» Saved entries:
────────────────────────────────────────

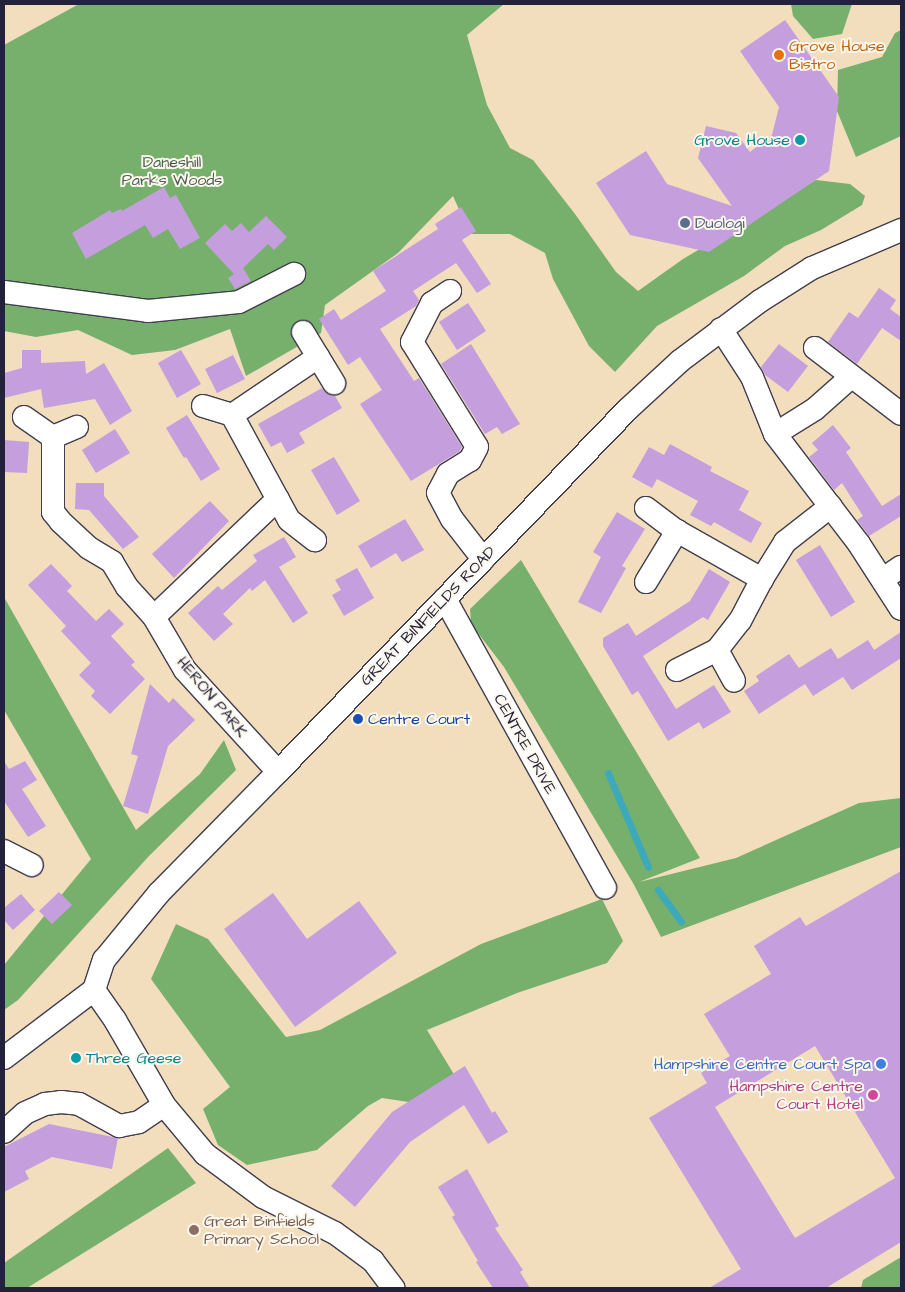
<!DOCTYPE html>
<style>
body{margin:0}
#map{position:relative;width:905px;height:1292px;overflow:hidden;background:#f2ddbd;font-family:"Architects Daughter",sans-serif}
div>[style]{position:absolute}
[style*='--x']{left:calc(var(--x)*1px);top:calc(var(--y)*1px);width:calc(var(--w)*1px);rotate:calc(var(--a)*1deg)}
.forest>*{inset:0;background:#77b06d}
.stream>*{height:7px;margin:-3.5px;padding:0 3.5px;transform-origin:3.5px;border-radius:3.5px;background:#3caaba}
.building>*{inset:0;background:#c49edd}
.roads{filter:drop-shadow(1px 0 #413e4e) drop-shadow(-1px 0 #413e4e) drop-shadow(0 1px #413e4e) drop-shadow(0 -1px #413e4e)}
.minor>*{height:22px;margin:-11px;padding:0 11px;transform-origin:11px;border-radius:11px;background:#fff}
.dots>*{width:14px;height:14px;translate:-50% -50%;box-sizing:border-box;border:2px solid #fbf7ec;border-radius:50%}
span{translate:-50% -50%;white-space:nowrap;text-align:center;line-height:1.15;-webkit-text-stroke:4px #fbf7ec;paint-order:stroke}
.food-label{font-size:16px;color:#c56008}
.left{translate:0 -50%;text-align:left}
.culture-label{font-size:16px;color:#0d838f}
.right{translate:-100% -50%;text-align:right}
.park-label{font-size:16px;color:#4a5e52}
.service-label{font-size:16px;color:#4e5e75}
.street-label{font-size:16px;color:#22223b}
.transit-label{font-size:16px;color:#164399}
.shop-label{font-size:16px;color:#366cbe}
.hotel-label{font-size:16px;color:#b23c85}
.education-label{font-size:16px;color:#785e54}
.frame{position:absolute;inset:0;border:5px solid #22223b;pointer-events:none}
</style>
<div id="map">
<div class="forest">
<div style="clip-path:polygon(79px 4px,504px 4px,467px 35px,487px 105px,510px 148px,533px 160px,575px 214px,616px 272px,638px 291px,683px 259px,816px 180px,850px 184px,865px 196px,862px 205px,821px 230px,785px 246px,744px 276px,657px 326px,615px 372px,589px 346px,553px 279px,545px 253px,510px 234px,470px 234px,453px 196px,398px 253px,325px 305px,321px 333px,246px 376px,230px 329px,175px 350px,132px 355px,78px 330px,36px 337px,4px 331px,4px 45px)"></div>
<div style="clip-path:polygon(791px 4px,852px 4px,842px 34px,813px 39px,793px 16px)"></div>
<div style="clip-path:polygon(901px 30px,901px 136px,856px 157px,837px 111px,838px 70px,882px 57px,895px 33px)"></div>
<div style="clip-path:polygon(521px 560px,700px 858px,639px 882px,736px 858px,859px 803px,901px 798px,901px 847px,661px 937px,633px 883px,504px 667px,471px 624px,470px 609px)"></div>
<div style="clip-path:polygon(4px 597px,136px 830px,200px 774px,224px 740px,236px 770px,149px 856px,18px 1000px,4px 1010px,4px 965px,91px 859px,4px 710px)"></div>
<div style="clip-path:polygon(602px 899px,623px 941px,607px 963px,517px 993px,427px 1030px,455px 1076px,422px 1104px,382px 1098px,368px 1106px,317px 1150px,247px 1165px,218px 1145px,203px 1109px,230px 1087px,151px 979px,176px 924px,208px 939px,286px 1037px,320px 1030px,481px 944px)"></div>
<div style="clip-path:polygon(168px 1148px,196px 1183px,27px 1288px,4px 1288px,4px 1263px)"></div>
<div style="clip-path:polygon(901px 1257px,901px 1288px,861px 1288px,863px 1280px)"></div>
</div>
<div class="stream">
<div style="--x:608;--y:773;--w:102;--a:66.9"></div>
<div style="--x:658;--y:890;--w:39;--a:54"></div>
</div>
<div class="building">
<div style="clip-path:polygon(785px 20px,839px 97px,829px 171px,709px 252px,630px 235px,596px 183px,646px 151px,667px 184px,732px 206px,698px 158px,706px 126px,736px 133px,750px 152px,772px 135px,779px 107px,740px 51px)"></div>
<div style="clip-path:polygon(164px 187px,170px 198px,176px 195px,200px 238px,180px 249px,168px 229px,153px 238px,145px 225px,86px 259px,72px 233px,110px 210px,112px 213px,121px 209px,122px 211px)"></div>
<div style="clip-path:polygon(461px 207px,476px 231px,462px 240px,491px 284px,477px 293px,456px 263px,413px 291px,419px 300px,416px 306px,380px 329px,414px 381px,419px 378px,462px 447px,460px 451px,411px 481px,360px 404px,382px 390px,360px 357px,348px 365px,319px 319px,334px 309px,341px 320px,386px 291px,373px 271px,438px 229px,435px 224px)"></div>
<div style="clip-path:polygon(266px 216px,287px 237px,274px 250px,268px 244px,241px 270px,243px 268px,251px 281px,235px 289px,228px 278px,234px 274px,205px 243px,225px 224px,232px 231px,241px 223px,249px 232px)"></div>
<div style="clip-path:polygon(879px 288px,896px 300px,890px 309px,901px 317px,901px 341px,882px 328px,857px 364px,828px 342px,849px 312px,858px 318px)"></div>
<div style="clip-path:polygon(468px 303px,486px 331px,457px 350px,439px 322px)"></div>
<div style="clip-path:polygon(471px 344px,520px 424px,502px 434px,497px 427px,485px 434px,441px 364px)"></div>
<div style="clip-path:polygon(779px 344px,808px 366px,788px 392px,765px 375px,761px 367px)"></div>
<div style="clip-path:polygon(22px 350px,41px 350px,41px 363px,85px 361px,86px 374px,104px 363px,132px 411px,110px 425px,95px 399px,44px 408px,41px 389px,4px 398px,4px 373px,22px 368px)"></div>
<div style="clip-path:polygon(181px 350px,201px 384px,177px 398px,158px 363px)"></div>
<div style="clip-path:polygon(233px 355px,245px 379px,217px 393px,205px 369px)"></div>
<div style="clip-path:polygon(322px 388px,327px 394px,335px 396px,342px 408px,299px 433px,305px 443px,287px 453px,281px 442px,271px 447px,258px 424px)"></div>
<div style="clip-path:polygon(187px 415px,220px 469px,201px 481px,186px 457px,184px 458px,166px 428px)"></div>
<div style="clip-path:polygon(833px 425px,851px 448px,846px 452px,882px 506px,901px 494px,901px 516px,869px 536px,857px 520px,863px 516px,842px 483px,834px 490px,809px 457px,818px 450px,812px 443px)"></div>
<div style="clip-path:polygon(115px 429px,130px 453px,96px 473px,82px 450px)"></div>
<div style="clip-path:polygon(4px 440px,29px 442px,27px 473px,4px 472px)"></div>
<div style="clip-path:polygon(670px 444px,712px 467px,710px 471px,749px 491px,739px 510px,762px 523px,751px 543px,714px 522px,711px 526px,690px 515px,698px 501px,657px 479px,652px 488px,632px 477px,649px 447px,664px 455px)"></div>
<div style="clip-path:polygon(334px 457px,360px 501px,337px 515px,311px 470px)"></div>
<div style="clip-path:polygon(76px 483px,104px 483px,104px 496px,139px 537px,123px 549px,89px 510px,75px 509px)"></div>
<div style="clip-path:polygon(210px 501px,229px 521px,174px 578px,152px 554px)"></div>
<div style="clip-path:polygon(617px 512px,645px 529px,622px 566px,626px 568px,601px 613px,578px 602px,601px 557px,593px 552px)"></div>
<div style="clip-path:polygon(405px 519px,424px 550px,402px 562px,396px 553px,371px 568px,358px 546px)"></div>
<div style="clip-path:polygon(284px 537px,296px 557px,279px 567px,308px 613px,293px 623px,265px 580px,252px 591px,250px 588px,223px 614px,233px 624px,214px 641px,188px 613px,218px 586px,222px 590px,257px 561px,253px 555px)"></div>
<div style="clip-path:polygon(820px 545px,855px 602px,831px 617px,796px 560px)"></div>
<div style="clip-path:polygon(51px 564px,72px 586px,67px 591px,96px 621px,109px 609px,124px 624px,111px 636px,135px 662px,131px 665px,145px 679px,110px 714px,91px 696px,95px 691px,79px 675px,91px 663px,61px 631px,66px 626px,28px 585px)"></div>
<div style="clip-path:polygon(357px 568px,374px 598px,344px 616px,332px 595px,341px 590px,335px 580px)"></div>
<div style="clip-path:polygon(709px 569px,730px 582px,708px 620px,703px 617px,643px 656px,676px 709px,714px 685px,731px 712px,703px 729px,699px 722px,668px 741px,638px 691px,632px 695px,603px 646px,603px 638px,628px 623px,636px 636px,690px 601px)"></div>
<div style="clip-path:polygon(901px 632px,901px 658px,852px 690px,843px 677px,813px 696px,805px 684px,759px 714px,744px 691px,759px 681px,756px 676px,789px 654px,799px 668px,831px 648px,838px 659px,868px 640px,874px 650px)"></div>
<div style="clip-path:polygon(150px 684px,169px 703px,173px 698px,195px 720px,168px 746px,148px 814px,123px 806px,138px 756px,131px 754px)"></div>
<div style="clip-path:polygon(4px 761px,9px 769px,25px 761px,37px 780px,22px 789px,46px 826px,28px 837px,4px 801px)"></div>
<div style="clip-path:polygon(evenodd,901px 871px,901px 1242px,826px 1288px,709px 1288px,741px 1269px,649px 1118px,707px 1083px,701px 1073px,730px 1056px,704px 1014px,771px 974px,754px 946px,800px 917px,806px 926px,901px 871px,815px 1046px,895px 1178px,795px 1238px,715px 1107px,815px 1046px)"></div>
<div style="clip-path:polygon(59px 892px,72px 905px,52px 924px,39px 911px)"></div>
<div style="clip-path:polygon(273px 893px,307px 939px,359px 901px,397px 953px,295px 1027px,224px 929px)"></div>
<div style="clip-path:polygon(21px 894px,35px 910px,13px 930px,4px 920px,4px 908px)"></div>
<div style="clip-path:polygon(465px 1066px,492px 1113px,495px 1111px,508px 1132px,488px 1144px,464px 1105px,410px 1142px,355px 1207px,331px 1186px,392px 1112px)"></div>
<div style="clip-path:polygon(49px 1124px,118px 1138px,112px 1169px,52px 1157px,25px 1171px,29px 1179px,4px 1192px,4px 1147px)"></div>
<div style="clip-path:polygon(467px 1169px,499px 1226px,495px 1228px,523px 1270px,520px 1272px,530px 1288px,493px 1288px,476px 1262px,478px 1261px,452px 1217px,455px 1215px,438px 1187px)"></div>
</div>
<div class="roads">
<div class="minor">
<div style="--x:450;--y:291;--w:22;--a:146"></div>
<div style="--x:432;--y:303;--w:44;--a:117.1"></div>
<div style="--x:412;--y:342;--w:123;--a:58.2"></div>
<div style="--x:477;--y:447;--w:15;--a:118"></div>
<div style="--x:470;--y:460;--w:26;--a:148"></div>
<div style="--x:448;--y:474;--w:21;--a:118"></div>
<div style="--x:438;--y:493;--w:30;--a:62"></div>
<div style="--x:452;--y:519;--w:51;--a:52.2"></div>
<div style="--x:4;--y:292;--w:145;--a:7.5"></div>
<div style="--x:148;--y:311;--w:91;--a:-5.6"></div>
<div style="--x:239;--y:302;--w:62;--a:-27"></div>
<div style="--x:721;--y:329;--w:57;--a:57.1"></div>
<div style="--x:752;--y:377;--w:61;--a:68"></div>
<div style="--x:775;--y:434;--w:138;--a:52.6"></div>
<div style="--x:859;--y:544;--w:77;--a:57.1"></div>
<div style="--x:303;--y:332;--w:60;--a:58.7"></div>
<div style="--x:815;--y:348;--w:108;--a:37.5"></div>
<div style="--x:203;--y:406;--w:30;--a:17"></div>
<div style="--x:232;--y:415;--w:119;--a:61.5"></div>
<div style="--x:289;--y:520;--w:33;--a:38"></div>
<div style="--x:232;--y:415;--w:104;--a:-34"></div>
<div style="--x:24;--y:417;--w:35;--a:35"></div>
<div style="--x:53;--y:437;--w:26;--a:-23"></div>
<div style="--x:775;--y:434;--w:47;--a:-32"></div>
<div style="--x:815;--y:409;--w:48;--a:-41.6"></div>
<div style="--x:53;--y:437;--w:75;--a:90"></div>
<div style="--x:53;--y:512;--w:13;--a:51"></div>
<div style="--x:61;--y:522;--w:38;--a:43"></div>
<div style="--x:89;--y:548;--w:27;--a:31"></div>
<div style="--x:112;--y:562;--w:29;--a:59"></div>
<div style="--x:127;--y:587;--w:40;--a:48"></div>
<div style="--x:154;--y:617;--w:61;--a:59.7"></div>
<div style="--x:185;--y:670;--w:138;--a:47.6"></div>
<div style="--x:646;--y:508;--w:39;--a:37"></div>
<div style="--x:677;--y:531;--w:98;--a:29.5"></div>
<div style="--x:883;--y:579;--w:22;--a:-34"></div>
<div style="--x:646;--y:582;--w:60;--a:-58.7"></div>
<div style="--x:445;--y:599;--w:330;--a:61"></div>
<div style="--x:154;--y:617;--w:171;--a:-43.6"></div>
<div style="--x:717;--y:650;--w:35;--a:61"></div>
<div style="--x:677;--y:670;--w:45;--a:-26.6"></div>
<div style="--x:717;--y:650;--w:37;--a:-52"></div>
<div style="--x:740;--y:621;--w:47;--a:-62.4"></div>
<div style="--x:762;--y:579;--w:44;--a:-58.1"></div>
<div style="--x:785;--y:542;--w:58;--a:-38"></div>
<div style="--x:4;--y:851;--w:31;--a:27"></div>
<div style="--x:94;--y:990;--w:37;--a:55"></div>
<div style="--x:115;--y:1020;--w:98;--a:60"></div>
<div style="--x:164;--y:1105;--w:64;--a:50.1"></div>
<div style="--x:205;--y:1154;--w:72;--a:36.6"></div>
<div style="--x:263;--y:1197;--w:80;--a:26.6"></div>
<div style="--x:335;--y:1233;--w:47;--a:36.4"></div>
<div style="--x:373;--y:1261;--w:34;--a:53"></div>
<div style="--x:4;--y:1058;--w:113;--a:-37.1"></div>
<div style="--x:94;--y:990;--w:32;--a:-72"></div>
<div style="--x:104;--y:960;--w:87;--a:-50.6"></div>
<div style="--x:159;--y:893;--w:170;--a:-45.5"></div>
<div style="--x:278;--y:772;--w:504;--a:-46.04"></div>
<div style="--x:628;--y:409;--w:71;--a:-42.7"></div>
<div style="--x:680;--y:361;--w:100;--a:-36.9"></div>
<div style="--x:760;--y:301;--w:62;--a:-32.4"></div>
<div style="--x:812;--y:268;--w:97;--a:-23.1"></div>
<div style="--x:4;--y:1132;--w:28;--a:-42"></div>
<div style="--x:25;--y:1113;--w:22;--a:-24"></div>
<div style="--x:45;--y:1104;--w:16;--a:-7"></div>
<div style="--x:61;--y:1102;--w:18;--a:6"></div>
<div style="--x:79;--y:1104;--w:46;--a:28.8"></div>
<div style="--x:119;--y:1126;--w:20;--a:-11"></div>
<div style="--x:139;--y:1122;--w:30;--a:-34"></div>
</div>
</div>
<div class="dots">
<div style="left:779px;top:55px;background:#e8710a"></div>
<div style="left:800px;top:140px;background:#0f9aa8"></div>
<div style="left:685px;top:223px;background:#5c6f8a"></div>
<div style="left:358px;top:719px;background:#1a4fb4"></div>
<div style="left:76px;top:1058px;background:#0f9aa8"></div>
<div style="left:881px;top:1064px;background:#3f7fe0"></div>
<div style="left:873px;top:1095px;background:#d1479c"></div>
<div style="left:194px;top:1230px;background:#8d6e63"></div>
</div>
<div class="food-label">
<span class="left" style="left:789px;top:55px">Grove House<br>Bistro</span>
</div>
<div class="culture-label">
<span class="right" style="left:790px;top:140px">Grove House</span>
<span class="left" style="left:86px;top:1058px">Three Geese</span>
</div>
<div class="park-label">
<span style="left:172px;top:171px">Daneshill<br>Parks Woods</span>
</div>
<div class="service-label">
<span class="left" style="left:695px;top:223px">Duologi</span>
</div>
<div class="street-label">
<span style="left:428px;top:616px;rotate:-46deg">GREAT BINFIELDS ROAD</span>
<span style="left:212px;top:697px;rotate:50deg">HERON PARK</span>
<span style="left:525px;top:744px;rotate:61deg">CENTRE DRIVE</span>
</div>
<div class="transit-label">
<span class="left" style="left:368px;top:719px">Centre Court</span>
</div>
<div class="shop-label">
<span class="right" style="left:871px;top:1064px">Hampshire Centre Court Spa</span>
</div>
<div class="hotel-label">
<span class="right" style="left:863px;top:1095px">Hampshire Centre<br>Court Hotel</span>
</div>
<div class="education-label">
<span class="left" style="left:204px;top:1230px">Great Binfields<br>Primary School</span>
</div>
<div class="frame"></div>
</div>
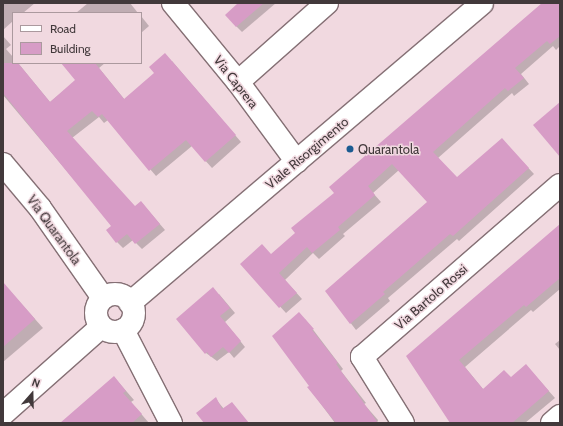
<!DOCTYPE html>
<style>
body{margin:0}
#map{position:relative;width:563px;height:426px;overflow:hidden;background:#f1d9e0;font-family:Cabin,sans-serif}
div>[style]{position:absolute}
.shadow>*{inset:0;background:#0003}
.building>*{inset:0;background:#d79cc6}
.roads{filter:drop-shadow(1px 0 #857075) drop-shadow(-1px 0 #857075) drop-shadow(0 1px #857075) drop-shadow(0 -1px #857075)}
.minor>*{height:22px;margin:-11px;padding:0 11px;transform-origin:11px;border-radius:11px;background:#fff}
.minor>.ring{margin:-11px;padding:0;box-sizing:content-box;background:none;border:22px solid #fff;border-radius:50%}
.dots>*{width:11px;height:11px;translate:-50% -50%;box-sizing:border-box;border:2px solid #f1d9e0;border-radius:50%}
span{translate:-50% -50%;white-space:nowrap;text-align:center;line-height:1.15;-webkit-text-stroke:3px #f1d9e0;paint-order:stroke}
.street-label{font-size:13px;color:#42393b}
.poi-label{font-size:13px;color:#42393b}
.left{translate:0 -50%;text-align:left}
.frame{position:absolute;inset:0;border:4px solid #42393b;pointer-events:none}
.legend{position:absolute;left:12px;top:12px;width:130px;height:52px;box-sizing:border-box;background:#f1d9e0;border:1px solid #ab999e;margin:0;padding:5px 7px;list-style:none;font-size:12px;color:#42393b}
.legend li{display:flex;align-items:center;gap:8px;height:20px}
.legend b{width:20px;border:1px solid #ab999e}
.north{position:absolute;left:12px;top:374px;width:40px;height:40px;-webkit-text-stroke:3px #f1d9e0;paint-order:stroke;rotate:20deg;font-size:11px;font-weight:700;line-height:16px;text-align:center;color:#42393b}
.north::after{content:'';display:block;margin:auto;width:14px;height:18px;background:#42393b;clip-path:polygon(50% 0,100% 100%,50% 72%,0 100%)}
</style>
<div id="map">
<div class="shadow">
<i style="clip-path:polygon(3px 3px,35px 3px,23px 13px,13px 13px,13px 21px,3px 30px)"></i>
<i style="clip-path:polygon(88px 3px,130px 3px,138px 13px,76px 13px)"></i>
<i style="clip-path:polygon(240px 3px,276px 3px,242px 32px,236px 26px)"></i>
<i style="clip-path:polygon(544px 3px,560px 3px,560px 46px,556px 50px,553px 46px,521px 74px,529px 84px,514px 96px,512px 93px,438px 158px,457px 179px,508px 146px,534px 174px,459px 241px,457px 239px,388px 298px,390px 301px,356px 330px,326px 291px,429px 202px,399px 170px,373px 193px,381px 202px,343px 234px,345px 236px,319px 259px,313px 253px,285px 280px,302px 299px,286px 313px,241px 264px,271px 255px,297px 233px,335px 193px)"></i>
<i style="clip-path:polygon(141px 16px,149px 26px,141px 33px)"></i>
<i style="clip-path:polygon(3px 36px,11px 45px,6px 49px,13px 57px,13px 63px,18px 63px,50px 102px,77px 80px,63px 63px,105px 63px,99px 68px,125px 100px,172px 61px,241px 142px,212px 168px,192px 146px,156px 176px,108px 120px,104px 123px,99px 117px,72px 138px,135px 207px,141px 202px,165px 230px,142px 249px,133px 240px,123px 248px,117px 242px,113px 226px,3px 95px)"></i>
<i style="clip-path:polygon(560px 225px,560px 289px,533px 312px,531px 310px,465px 367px,483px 389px,532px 372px,555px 398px,525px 423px,452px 423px,408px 356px)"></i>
<i style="clip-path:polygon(10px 291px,43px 328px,3px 362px,3px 297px)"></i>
<i style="clip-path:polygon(219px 294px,235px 313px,225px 322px,245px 347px,234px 358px,229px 352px,217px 361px,206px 353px,178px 319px)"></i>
<i style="clip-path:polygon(305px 319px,343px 369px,341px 371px,366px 403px,364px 404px,378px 420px,377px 423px,335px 423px,309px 388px,311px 386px)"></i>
<i style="clip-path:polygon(560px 340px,560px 350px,555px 344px)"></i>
<i style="clip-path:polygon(114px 377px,134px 400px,131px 402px,149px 423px,72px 423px)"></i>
<i style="clip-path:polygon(215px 398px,224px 409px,249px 423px,205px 423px)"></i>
</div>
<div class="building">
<i style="clip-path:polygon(238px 3px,264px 3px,236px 27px,225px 15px)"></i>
<i style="clip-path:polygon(542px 3px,560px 3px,560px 36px,550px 44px,547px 41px,515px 68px,524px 78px,508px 91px,505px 88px,433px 152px,457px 177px,502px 138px,529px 168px,453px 236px,450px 234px,383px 292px,385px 294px,350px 324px,325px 291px,427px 202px,392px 164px,368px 186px,375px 195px,338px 227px,340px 230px,312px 253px,307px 247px,279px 273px,297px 293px,279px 308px,240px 264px,262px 244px,271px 254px,295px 233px,291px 228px,334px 193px,329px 187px)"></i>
<i style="clip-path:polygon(165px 53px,236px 135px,205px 162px,186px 140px,149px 171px,102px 114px,98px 117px,92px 111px,67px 131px,135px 206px,141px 201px,160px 224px,135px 244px,127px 234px,116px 243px,106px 230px,111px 226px,3px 93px,3px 63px,18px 63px,50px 102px,75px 80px,61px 63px,95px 63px,124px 99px,154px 73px,149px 67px)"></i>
<i style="clip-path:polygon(560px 102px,560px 157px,533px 125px)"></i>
<i style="clip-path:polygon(560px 224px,560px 278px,526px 307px,524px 305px,459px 360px,483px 389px,504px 370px,511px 377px,526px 364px,549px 391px,512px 423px,450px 423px,406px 356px)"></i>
<i style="clip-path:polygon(3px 282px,35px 319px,3px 347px)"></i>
<i style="clip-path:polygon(213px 287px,230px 308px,220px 316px,241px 341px,229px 353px,223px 347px,211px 357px,207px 352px,205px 354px,176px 319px)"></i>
<i style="clip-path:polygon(299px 312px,314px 329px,312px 330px,338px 363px,336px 364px,378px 423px,336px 423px,307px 387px,309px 386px,272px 336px)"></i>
<i style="clip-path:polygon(114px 376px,126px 391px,123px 393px,142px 414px,132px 423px,60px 423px)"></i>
<i style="clip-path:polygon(216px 397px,222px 409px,232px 402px,249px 423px,204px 423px,196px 413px)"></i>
</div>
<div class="roads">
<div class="minor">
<i style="left:173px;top:3px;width:102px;rotate:50.6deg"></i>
<i style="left:238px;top:82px;width:99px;rotate:53.6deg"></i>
<i style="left:238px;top:82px;width:119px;rotate:-41.6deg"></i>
<i style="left:3px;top:164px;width:57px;rotate:49.9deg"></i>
<i style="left:40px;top:208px;width:110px;rotate:55deg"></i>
<i class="ring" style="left:96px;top:294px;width:16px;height:16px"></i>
<i style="left:130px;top:303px;width:462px;rotate:-40.4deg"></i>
<i style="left:123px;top:330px;width:105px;rotate:62.7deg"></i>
<i style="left:3px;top:414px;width:131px;rotate:-41.6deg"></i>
<i style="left:403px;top:423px;width:78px;rotate:-121.8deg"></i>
<i style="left:362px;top:357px;width:262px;rotate:-41deg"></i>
<i style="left:552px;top:423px;width:11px;rotate:-41deg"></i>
</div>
</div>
<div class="dots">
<i style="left:350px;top:149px;background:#1b5b91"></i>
</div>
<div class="street-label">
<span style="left:236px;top:82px;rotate:52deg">Via Caprera</span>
<span style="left:307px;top:153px;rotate:-40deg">Viale Risorgimento</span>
<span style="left:54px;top:230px;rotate:54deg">Via Quarantola</span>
<span style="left:431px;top:297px;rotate:-41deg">Via Bartolo Rossi</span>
</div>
<div class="poi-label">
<span class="left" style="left:358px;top:149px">Quarantola</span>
</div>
<div class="frame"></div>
<ul class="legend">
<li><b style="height:5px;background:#fff"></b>Road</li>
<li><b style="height:11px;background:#d79cc6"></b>Building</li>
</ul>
<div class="north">N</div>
</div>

────────────────────────────────────────

» What to produce:
Please count the lines in the data that include the word "serif" and report the number by itself.

» Task response:
2